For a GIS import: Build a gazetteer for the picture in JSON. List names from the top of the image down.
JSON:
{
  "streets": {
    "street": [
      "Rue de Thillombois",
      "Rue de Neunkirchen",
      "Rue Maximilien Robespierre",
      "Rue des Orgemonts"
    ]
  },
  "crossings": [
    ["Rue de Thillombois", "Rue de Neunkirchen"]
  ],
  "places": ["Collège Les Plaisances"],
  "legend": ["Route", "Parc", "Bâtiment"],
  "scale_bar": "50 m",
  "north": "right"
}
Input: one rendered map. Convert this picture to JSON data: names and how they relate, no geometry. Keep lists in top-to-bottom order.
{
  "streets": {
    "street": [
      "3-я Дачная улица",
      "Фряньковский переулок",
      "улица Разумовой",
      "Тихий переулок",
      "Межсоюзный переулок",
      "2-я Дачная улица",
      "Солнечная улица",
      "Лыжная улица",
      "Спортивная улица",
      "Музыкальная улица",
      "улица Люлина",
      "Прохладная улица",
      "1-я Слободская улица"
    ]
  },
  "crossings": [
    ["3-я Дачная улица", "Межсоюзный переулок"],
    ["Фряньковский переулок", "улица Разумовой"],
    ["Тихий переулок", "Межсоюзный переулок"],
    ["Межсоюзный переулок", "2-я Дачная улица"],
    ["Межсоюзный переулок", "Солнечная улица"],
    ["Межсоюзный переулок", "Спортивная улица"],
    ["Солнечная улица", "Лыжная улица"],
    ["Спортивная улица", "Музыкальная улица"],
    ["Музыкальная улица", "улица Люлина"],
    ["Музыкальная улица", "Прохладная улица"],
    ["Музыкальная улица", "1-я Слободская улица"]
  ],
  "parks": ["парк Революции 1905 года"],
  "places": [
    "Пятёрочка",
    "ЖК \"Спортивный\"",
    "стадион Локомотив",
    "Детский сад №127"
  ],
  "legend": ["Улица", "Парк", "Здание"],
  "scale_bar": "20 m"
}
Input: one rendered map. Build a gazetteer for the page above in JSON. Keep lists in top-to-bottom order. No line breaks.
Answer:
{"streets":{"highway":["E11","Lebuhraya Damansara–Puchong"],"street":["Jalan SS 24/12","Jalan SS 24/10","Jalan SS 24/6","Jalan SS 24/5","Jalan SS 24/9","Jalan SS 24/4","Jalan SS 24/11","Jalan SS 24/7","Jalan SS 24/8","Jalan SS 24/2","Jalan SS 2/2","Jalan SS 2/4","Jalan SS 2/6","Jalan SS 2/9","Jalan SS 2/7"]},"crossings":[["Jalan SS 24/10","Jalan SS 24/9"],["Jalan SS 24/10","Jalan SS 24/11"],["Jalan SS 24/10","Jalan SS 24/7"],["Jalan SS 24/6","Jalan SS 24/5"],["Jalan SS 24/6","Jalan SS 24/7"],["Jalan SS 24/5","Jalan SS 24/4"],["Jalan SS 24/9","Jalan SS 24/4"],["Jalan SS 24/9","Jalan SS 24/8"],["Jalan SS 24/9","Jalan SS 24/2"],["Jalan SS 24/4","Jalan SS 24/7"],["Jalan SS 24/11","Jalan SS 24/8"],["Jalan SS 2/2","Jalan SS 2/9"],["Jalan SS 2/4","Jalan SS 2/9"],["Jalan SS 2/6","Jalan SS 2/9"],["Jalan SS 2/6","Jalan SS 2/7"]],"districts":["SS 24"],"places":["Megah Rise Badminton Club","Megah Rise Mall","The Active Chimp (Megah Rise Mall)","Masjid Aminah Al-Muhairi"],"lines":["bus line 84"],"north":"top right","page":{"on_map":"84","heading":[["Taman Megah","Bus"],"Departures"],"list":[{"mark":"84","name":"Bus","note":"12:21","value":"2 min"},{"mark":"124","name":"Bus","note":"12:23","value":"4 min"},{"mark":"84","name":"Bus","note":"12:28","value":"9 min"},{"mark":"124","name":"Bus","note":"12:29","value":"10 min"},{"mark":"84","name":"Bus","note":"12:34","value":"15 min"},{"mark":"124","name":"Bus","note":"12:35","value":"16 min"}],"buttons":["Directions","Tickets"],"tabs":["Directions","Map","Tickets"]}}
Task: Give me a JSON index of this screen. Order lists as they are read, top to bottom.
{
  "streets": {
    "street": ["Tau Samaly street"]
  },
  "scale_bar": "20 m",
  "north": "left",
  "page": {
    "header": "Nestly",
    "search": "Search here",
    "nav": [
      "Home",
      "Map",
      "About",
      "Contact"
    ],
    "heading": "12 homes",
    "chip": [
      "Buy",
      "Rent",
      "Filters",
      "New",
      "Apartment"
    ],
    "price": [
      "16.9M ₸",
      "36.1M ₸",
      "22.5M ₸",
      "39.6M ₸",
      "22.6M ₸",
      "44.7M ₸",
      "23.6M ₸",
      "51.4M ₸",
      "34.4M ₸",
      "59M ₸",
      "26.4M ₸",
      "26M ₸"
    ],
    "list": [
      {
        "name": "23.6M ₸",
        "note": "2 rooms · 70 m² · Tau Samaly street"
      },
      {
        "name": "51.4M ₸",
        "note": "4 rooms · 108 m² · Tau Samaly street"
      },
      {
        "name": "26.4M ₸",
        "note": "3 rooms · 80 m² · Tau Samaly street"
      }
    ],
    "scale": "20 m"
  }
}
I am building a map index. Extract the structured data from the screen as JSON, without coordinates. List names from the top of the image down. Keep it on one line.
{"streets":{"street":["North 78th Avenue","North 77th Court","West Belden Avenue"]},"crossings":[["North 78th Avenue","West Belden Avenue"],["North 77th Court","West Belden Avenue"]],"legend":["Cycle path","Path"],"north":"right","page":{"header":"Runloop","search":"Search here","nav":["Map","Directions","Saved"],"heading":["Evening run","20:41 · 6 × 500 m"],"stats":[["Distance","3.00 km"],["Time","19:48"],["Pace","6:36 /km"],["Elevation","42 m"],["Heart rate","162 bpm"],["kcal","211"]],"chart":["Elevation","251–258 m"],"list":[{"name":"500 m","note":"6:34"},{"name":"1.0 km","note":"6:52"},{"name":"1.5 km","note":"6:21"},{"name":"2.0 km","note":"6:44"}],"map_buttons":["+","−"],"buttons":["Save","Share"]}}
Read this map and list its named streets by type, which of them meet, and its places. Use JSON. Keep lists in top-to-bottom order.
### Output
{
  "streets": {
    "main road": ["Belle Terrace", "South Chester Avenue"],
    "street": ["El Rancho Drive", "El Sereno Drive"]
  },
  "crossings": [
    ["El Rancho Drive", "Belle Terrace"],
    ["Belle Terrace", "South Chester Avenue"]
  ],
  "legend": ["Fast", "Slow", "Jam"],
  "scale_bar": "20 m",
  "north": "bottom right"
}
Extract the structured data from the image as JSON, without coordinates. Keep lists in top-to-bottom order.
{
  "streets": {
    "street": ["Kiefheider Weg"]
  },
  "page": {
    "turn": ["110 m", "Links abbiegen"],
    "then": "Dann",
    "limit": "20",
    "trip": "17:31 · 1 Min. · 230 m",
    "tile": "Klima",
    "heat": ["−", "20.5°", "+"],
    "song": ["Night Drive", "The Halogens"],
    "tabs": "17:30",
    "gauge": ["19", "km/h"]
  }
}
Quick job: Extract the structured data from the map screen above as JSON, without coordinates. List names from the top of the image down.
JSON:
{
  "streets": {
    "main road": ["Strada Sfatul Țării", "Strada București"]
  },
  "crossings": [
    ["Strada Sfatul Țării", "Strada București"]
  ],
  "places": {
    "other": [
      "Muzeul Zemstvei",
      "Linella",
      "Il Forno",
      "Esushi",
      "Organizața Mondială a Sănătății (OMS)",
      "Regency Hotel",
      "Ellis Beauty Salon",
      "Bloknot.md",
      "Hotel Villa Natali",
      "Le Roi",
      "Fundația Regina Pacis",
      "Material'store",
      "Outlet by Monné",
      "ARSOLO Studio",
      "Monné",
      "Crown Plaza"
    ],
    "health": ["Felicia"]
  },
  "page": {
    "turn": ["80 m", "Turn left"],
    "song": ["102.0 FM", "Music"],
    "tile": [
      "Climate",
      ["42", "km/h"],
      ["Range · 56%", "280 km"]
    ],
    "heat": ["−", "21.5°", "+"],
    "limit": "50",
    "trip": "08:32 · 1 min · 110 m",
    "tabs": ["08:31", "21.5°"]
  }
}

(WORK TO COMPLETE) Return exactly the line that contains "Quick job: Extract" and every line after it, through the last line of the records.

(ANSWER FOR THIS EXERCISE)
Quick job: Extract the structured data from the map screen above as JSON, without coordinates. List names from the top of the image down.
JSON:
{
  "streets": {
    "main road": ["Strada Sfatul Țării", "Strada București"]
  },
  "crossings": [
    ["Strada Sfatul Țării", "Strada București"]
  ],
  "places": {
    "other": [
      "Muzeul Zemstvei",
      "Linella",
      "Il Forno",
      "Esushi",
      "Organizața Mondială a Sănătății (OMS)",
      "Regency Hotel",
      "Ellis Beauty Salon",
      "Bloknot.md",
      "Hotel Villa Natali",
      "Le Roi",
      "Fundația Regina Pacis",
      "Material'store",
      "Outlet by Monné",
      "ARSOLO Studio",
      "Monné",
      "Crown Plaza"
    ],
    "health": ["Felicia"]
  },
  "page": {
    "turn": ["80 m", "Turn left"],
    "song": ["102.0 FM", "Music"],
    "tile": [
      "Climate",
      ["42", "km/h"],
      ["Range · 56%", "280 km"]
    ],
    "heat": ["−", "21.5°", "+"],
    "limit": "50",
    "trip": "08:32 · 1 min · 110 m",
    "tabs": ["08:31", "21.5°"]
  }
}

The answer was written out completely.